• [Source data]:
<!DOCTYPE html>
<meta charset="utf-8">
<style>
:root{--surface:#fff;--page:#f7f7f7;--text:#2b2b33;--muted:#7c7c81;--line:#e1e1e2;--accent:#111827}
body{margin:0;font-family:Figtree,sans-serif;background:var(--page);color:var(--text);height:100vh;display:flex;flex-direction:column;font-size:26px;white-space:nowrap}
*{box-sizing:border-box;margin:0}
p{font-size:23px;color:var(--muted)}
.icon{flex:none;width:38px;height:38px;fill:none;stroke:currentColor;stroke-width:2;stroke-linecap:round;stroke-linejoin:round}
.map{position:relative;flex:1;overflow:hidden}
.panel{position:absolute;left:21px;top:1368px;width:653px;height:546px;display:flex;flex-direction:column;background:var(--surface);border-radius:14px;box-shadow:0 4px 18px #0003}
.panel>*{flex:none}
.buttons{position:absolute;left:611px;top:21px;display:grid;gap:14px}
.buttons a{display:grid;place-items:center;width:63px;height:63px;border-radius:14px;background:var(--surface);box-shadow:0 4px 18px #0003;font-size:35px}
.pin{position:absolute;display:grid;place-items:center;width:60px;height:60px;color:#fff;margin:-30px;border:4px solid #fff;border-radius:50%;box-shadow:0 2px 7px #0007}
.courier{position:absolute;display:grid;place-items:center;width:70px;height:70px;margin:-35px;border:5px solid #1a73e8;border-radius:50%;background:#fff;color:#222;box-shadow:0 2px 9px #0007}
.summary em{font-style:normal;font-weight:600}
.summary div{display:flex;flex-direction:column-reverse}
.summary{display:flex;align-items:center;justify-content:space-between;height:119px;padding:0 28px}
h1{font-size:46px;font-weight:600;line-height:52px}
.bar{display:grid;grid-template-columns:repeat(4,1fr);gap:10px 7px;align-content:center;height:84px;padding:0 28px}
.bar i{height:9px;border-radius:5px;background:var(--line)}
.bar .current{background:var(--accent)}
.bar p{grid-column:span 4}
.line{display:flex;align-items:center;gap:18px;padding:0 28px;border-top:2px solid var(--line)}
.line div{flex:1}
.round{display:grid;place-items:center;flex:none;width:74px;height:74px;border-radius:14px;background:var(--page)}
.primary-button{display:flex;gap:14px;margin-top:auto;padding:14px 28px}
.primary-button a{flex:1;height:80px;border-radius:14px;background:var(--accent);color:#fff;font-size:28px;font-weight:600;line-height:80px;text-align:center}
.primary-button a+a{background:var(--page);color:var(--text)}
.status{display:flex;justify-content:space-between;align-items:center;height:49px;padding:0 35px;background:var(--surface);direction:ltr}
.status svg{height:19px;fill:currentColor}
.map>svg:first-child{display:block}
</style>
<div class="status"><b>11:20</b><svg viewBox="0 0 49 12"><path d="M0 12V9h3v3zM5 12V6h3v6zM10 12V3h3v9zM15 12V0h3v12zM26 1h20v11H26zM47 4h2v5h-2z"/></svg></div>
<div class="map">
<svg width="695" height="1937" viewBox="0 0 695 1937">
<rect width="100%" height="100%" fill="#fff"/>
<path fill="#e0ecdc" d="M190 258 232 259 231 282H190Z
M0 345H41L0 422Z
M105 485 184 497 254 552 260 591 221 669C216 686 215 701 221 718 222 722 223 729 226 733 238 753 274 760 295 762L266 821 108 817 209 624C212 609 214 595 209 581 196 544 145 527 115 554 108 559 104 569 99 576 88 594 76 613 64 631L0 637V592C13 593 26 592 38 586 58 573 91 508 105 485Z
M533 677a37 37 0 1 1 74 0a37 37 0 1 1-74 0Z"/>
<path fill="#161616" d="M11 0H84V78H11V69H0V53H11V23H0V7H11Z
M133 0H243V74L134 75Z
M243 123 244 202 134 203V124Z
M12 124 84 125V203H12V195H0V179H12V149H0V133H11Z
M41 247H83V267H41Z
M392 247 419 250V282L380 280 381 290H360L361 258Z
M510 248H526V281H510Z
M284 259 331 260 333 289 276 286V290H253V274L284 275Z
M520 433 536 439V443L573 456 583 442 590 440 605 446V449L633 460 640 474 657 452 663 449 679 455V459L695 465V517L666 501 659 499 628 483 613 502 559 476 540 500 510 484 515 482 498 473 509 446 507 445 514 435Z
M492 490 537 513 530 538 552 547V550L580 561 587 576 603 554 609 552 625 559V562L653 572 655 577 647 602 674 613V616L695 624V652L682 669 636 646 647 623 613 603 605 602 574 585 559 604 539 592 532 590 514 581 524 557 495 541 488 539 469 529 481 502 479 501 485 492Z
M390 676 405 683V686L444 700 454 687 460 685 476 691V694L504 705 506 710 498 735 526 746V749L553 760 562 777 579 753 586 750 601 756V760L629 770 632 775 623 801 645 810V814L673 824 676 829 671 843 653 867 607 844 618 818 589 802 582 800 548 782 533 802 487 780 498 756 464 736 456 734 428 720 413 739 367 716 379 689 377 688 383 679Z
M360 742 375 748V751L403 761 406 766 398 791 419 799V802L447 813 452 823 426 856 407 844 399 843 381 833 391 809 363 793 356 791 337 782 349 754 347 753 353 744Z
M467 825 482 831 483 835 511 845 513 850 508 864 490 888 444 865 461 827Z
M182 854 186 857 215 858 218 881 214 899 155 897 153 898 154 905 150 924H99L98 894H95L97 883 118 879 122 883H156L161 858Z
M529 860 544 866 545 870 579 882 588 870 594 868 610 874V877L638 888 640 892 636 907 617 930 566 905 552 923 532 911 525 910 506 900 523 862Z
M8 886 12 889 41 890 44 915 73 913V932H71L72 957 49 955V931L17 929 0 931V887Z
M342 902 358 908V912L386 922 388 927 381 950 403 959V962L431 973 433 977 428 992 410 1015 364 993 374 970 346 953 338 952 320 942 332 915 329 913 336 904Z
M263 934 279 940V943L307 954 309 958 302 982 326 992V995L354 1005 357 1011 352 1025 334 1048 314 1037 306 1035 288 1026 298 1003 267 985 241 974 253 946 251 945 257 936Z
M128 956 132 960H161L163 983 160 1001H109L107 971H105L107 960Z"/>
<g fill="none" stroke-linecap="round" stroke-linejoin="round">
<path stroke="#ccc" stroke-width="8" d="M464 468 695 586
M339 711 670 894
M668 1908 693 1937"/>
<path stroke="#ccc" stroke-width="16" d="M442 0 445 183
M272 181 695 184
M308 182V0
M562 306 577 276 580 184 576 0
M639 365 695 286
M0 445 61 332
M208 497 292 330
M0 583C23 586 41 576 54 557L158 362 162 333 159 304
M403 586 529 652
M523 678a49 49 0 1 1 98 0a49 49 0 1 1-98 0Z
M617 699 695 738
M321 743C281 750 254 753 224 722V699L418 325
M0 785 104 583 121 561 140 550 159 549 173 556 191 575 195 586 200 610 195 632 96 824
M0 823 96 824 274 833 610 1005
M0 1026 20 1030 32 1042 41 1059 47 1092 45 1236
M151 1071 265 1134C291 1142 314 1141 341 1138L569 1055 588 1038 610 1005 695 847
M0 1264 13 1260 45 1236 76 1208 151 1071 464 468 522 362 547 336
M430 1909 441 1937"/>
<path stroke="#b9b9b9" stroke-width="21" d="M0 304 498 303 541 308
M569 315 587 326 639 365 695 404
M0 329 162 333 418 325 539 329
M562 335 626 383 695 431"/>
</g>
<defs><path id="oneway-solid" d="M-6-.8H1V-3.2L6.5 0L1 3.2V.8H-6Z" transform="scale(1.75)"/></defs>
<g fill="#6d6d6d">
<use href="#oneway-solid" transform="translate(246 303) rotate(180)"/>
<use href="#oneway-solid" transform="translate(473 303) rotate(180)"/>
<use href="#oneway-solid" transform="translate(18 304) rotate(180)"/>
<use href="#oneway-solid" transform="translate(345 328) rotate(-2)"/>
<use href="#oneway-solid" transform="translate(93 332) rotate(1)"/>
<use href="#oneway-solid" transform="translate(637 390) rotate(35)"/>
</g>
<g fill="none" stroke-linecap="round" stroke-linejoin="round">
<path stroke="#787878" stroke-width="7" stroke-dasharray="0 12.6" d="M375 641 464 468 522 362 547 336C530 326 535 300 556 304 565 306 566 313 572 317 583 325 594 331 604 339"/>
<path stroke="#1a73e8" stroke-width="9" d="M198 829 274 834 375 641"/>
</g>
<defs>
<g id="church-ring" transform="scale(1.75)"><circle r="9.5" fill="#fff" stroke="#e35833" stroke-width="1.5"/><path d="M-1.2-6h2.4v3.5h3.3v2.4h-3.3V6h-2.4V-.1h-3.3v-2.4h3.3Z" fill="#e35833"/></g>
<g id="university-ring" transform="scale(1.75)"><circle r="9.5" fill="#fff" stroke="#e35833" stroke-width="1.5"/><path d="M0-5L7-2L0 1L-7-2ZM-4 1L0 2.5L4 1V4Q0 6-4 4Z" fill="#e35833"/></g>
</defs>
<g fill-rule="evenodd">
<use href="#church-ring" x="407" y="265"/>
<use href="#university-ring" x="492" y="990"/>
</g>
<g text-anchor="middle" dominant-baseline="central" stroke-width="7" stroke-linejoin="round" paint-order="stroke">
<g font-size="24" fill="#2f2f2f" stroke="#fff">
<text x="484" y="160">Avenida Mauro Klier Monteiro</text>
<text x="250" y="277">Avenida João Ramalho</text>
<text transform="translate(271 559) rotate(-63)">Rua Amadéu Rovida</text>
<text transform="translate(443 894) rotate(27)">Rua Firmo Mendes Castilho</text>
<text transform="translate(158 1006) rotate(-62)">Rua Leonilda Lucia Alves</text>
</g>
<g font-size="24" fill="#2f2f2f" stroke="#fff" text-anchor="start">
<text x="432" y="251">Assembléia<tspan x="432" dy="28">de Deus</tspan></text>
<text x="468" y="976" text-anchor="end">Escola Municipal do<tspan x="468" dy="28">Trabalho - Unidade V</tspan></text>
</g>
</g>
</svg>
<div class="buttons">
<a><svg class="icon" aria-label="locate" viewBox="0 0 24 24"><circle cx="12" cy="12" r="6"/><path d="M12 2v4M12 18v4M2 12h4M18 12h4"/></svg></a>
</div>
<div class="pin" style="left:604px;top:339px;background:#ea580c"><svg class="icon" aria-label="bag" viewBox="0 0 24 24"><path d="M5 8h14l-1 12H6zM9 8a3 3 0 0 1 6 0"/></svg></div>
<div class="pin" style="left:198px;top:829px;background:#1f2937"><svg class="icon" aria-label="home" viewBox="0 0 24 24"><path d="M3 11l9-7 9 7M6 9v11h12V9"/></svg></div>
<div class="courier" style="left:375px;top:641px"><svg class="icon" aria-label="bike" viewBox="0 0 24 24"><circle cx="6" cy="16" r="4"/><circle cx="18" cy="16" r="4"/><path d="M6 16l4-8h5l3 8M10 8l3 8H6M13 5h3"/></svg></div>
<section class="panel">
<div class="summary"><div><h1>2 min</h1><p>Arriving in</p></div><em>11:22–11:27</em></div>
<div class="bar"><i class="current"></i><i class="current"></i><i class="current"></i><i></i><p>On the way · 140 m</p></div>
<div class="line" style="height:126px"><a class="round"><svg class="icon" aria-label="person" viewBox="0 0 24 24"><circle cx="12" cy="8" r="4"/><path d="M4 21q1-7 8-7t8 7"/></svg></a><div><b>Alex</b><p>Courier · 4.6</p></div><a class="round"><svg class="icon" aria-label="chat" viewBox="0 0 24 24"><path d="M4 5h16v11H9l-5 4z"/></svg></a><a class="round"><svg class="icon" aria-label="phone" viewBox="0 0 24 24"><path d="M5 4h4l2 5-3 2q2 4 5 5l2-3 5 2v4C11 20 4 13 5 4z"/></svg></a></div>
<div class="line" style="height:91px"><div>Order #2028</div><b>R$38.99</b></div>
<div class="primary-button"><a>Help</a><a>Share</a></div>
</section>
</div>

• [How to complete this task]: Scan the listing for the string "buttons". Copy each line that has it.

• [Solution for this task]:
.buttons{position:absolute;left:611px;top:21px;display:grid;gap:14px}
.buttons a{display:grid;place-items:center;width:63px;height:63px;border-radius:14px;background:var(--surface);box-shadow:0 4px 18px #0003;font-size:35px}
<div class="buttons">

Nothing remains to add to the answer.